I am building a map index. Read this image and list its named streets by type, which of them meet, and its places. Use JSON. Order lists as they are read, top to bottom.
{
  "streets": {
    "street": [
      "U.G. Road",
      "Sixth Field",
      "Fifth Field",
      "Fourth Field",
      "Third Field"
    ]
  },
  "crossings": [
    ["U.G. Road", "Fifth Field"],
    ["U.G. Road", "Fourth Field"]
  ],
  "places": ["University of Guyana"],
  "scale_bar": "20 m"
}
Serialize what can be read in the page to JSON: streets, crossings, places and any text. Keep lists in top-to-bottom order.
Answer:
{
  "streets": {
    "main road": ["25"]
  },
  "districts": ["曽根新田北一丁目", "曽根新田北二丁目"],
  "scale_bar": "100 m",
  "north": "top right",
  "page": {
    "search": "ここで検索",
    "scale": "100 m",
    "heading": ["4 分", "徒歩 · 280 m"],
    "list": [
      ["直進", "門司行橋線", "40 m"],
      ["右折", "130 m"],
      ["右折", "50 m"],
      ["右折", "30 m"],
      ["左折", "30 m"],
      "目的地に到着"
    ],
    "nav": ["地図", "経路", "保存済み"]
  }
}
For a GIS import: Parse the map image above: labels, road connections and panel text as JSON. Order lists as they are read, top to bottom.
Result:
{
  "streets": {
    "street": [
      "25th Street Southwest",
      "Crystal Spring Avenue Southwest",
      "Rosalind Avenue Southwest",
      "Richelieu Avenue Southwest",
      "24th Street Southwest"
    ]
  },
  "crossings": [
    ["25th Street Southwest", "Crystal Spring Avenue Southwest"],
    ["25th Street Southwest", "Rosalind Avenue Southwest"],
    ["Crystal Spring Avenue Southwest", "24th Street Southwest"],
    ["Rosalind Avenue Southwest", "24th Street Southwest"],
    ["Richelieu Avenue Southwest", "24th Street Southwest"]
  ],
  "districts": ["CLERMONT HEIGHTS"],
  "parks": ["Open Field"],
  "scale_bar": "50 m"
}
▬▬▬
● WHAT YOU HAVE TO DO
Look at the material above and copy, word for word, its lines from the first through the one containing "For a GIS import: Parse".

● EXPECTED ANSWER
I am building a map index. Read this image and list its named streets by type, which of them meet, and its places. Use JSON. Order lists as they are read, top to bottom.
{
  "streets": {
    "street": [
      "U.G. Road",
      "Sixth Field",
      "Fifth Field",
      "Fourth Field",
      "Third Field"
    ]
  },
  "crossings": [
    ["U.G. Road", "Fifth Field"],
    ["U.G. Road", "Fourth Field"]
  ],
  "places": ["University of Guyana"],
  "scale_bar": "20 m"
}
Serialize what can be read in the page to JSON: streets, crossings, places and any text. Keep lists in top-to-bottom order.
Answer:
{
  "streets": {
    "main road": ["25"]
  },
  "districts": ["曽根新田北一丁目", "曽根新田北二丁目"],
  "scale_bar": "100 m",
  "north": "top right",
  "page": {
    "search": "ここで検索",
    "scale": "100 m",
    "heading": ["4 分", "徒歩 · 280 m"],
    "list": [
      ["直進", "門司行橋線", "40 m"],
      ["右折", "130 m"],
      ["右折", "50 m"],
      ["右折", "30 m"],
      ["左折", "30 m"],
      "目的地に到着"
    ],
    "nav": ["地図", "経路", "保存済み"]
  }
}
For a GIS import: Parse the map image above: labels, road connections and panel text as JSON. Order lists as they are read, top to bottom.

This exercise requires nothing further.